Una señal para empezar de nuevo
En los alrededores de la estación de
una gran ciudad vivían en la calle un grupo de personas sin hogar. Entre ellos
llamaba la atención un joven alto y delgado. Cuando se sentía más golpeado por la
vida, el joven sacaba de su bolsillo un papel desgastado y lo leía. Su rostro
se iluminaba mientras volvía a guardar cuidadosamente el papel. ¿Qué decía
aquella misteriosa hoja? Simplemente una frase: “La puerta de casa está siempre
abierta”. Era el resto de una carta que le había enviado hace algún tiempo su
padre. Significaba que podía volver a casa cuando quisiera. Y una tarde lo
hizo. Emprendió el camino a casa, cruzó el umbral de la puerta y
silenciosamente se metió en la cama. Cuando a la mañana siguiente se despertó,
lo primero que vio fue el rostro sonriente de su padre que llevaba un buen rato
contemplándolo. En silencio se abrazaron.

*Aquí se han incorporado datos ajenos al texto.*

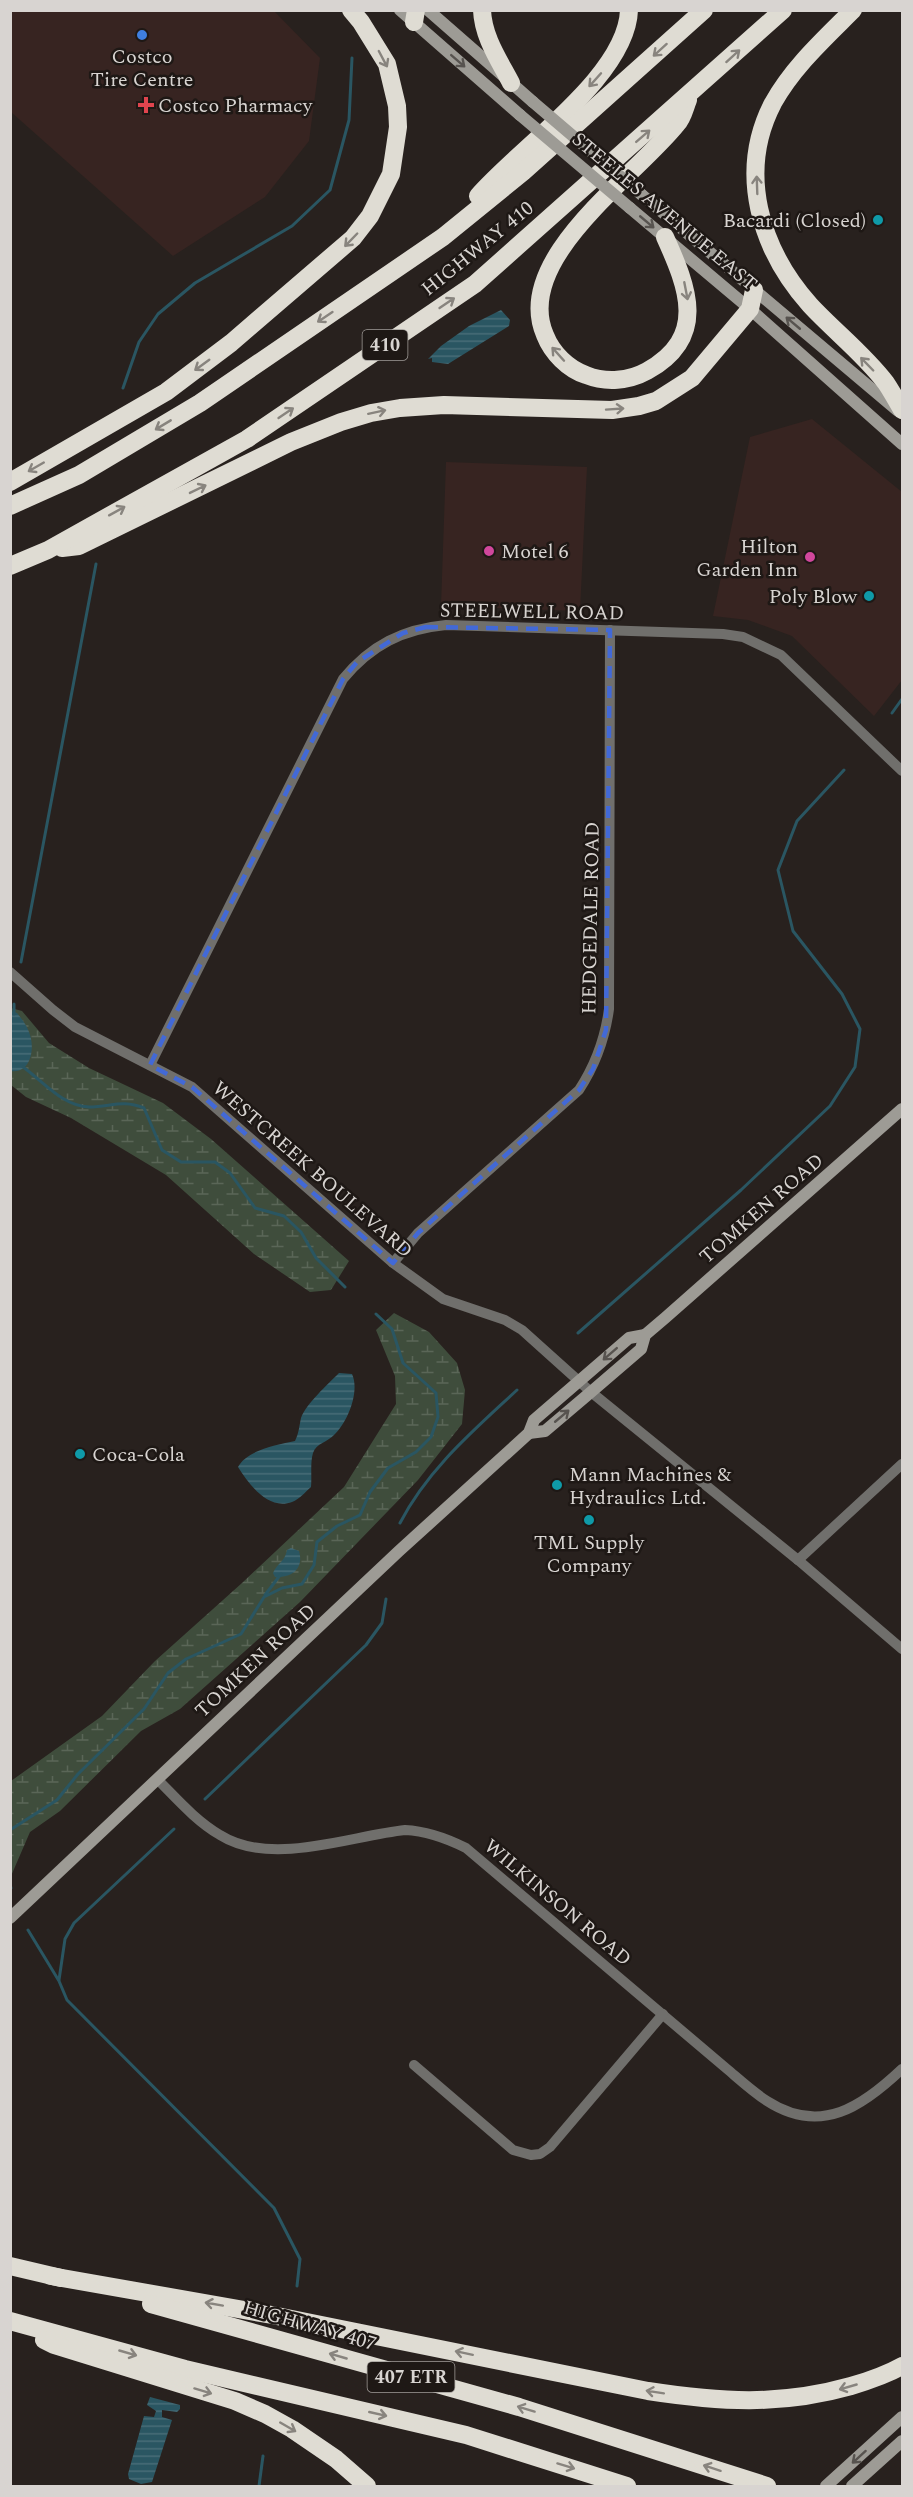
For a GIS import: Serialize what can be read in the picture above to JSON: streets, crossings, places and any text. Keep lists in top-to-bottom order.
{
  "streets": {
    "highway": [
      "HIGHWAY 410",
      "410",
      "HIGHWAY 407",
      "407 ETR"
    ],
    "main road": ["STEELES AVENUE EAST", "TOMKEN ROAD"],
    "street": [
      "STEELWELL ROAD",
      "HEDGEDALE ROAD",
      "WESTCREEK BOULEVARD",
      "WILKINSON ROAD"
    ]
  },
  "crossings": [
    ["STEELWELL ROAD", "HEDGEDALE ROAD"],
    ["STEELWELL ROAD", "WESTCREEK BOULEVARD"],
    ["HEDGEDALE ROAD", "WESTCREEK BOULEVARD"],
    ["WESTCREEK BOULEVARD", "TOMKEN ROAD"],
    ["TOMKEN ROAD", "WILKINSON ROAD"]
  ],
  "places": {
    "other": [
      "Costco Tire Centre",
      "Bacardi (Closed)",
      "Motel 6",
      "Hilton Garden Inn",
      "Poly Blow",
      "Coca-Cola",
      "Mann Machines & Hydraulics Ltd.",
      "TML Supply Company"
    ],
    "health": ["Costco Pharmacy"]
  }
}
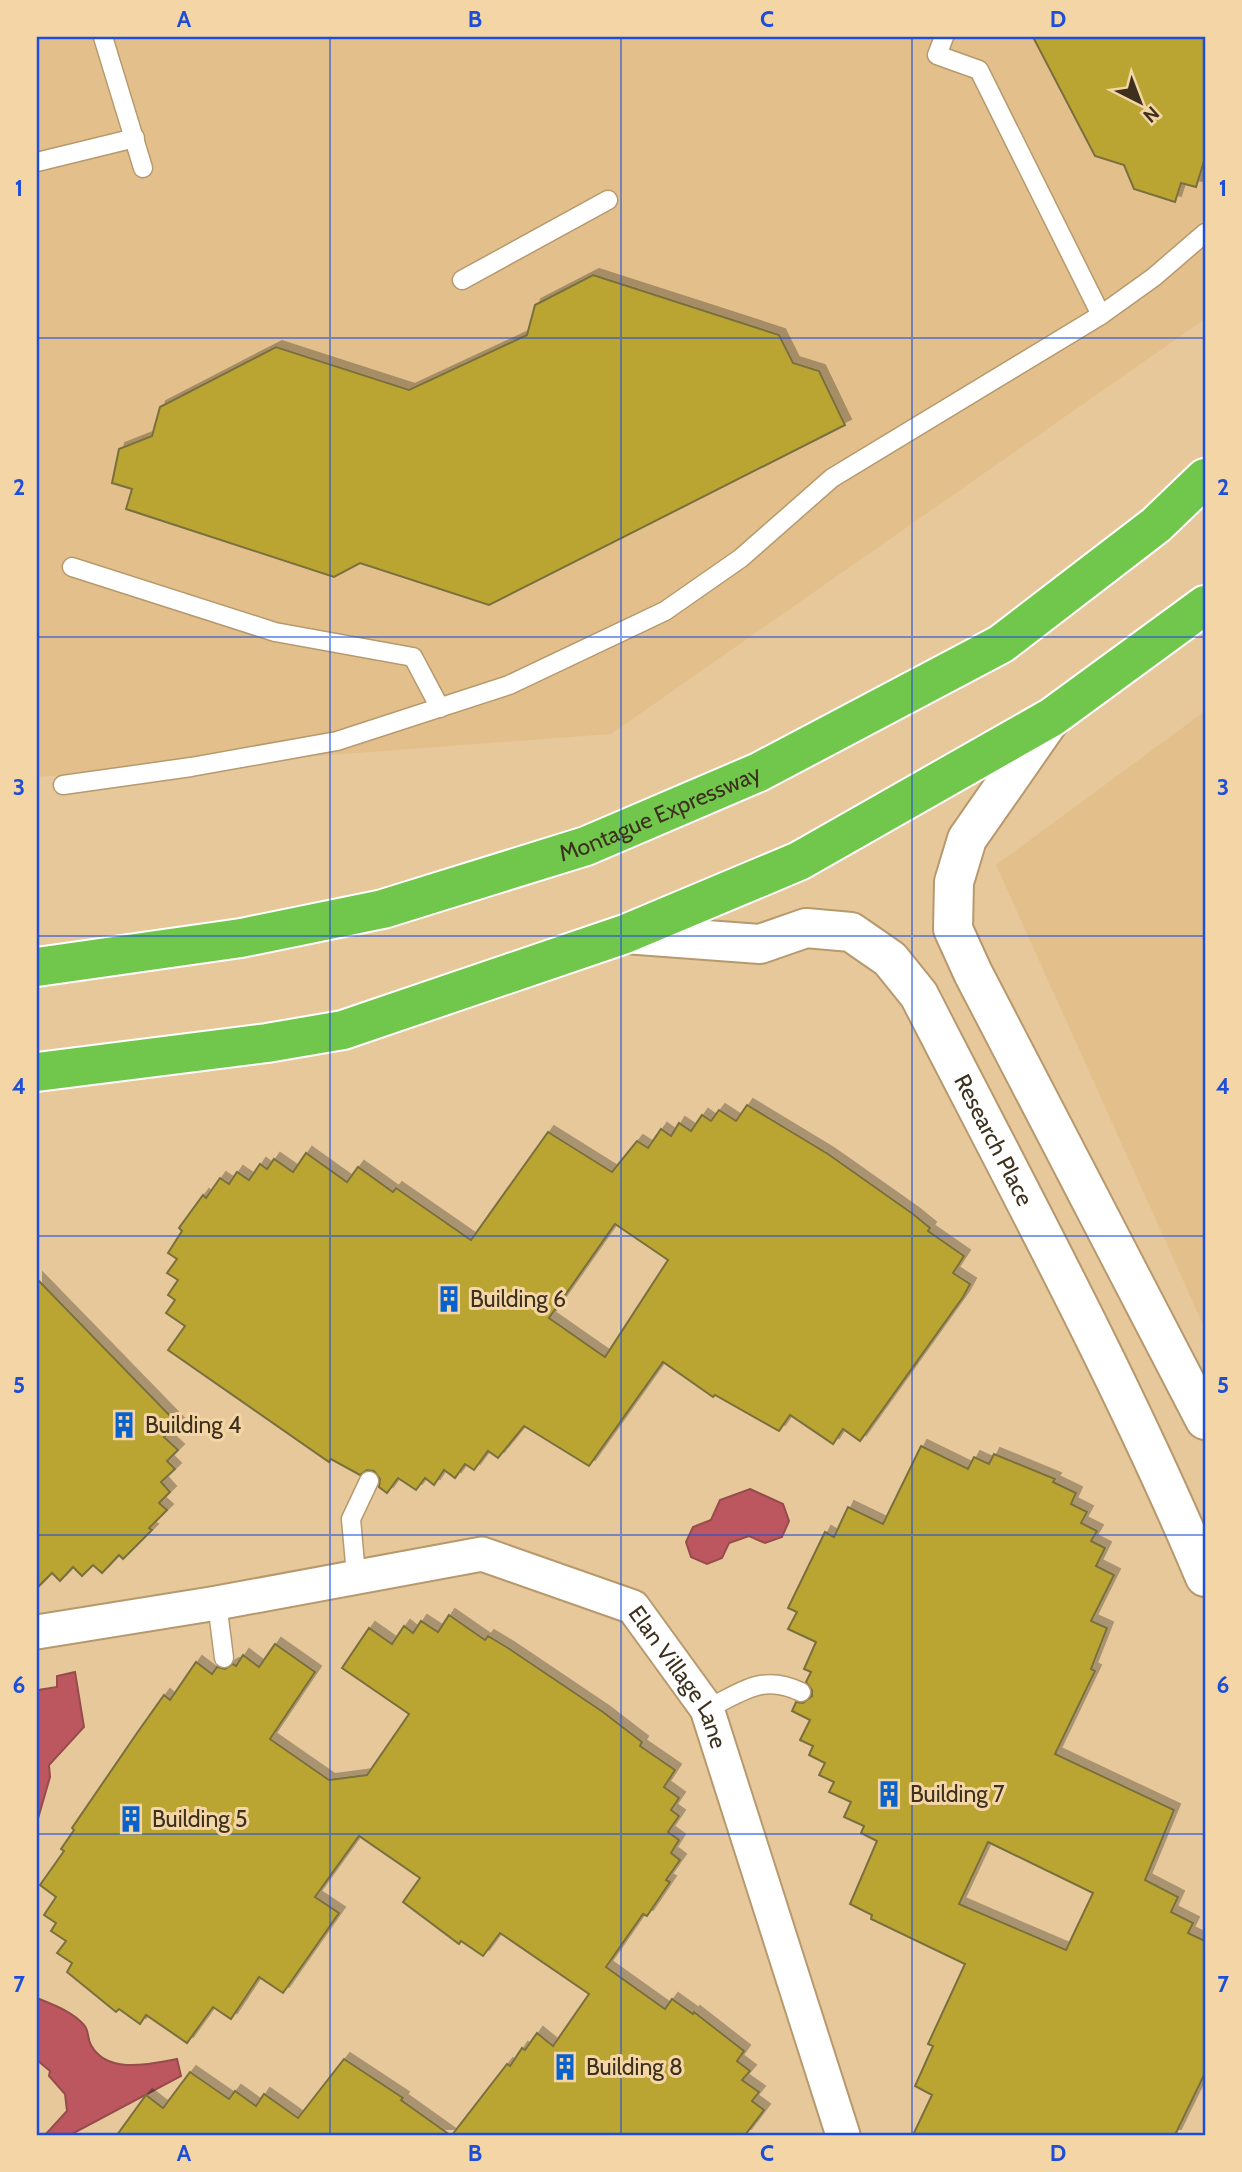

Lo peor de los errores, las
equivocaciones y el mal que hacemos en la vida, es que nos envuelven en una
dinámica con la que es difícil romper. Para salir de esas situaciones
necesitamos una señal, un signo que nos empuje a comenzar las cosas de nuevo.
Para el joven del relato, la carta de su padre era el signo que inspiró la
fuerza para retomar el camino de casa.
Y eso es lo que ocurrió en la
parábola del hijo pródigo, o del padre perdonador, que se nos propone en este
domingo. Jesús nos dice que Dios perdona siempre y ese perdón es una señal que
nos anima a reconocer nuestra condición de pecadores, a asumir la culpa de
nuestras malas acciones y retomar el camino de una nueva vida. Ante la
misericordia de Dios podemos hablar de pecado y reconocer nuestra culpa.
Pecado es vida errada y culpa es
cuestión de responsabilidad. Allí donde no se reconoce la responsabilidad sobre
sí y los propios actos se pierde en humanidad. Confrontarse con la propia culpa
es un acto de extrema libertad. La
Iglesia no puede renunciar a la idea de pecado y de culpa
porque en ella se contienen una de las experiencias más profundas de lo humano.
En la idea de pecado se expresa el realismo de la falibilidad humana, la
responsabilidad que hace vivir la vida con seriedad y la libertad en la que
crecemos como personas.
Para poder afrontar nuestra vida con
realismo y responsabilidad contamos con la fuerza que se desprende de confiar
en la misericordia de Dios. Si estamos profundamente enraizados en Dios
podremos reconocer con claridad nuestras limitaciones, desconfianzas y nuestra
condición de pecado. Impulsados por el perdón de Dios podremos romper con todo
ello y entregarnos confiados al abrazo de la acogida incondicional.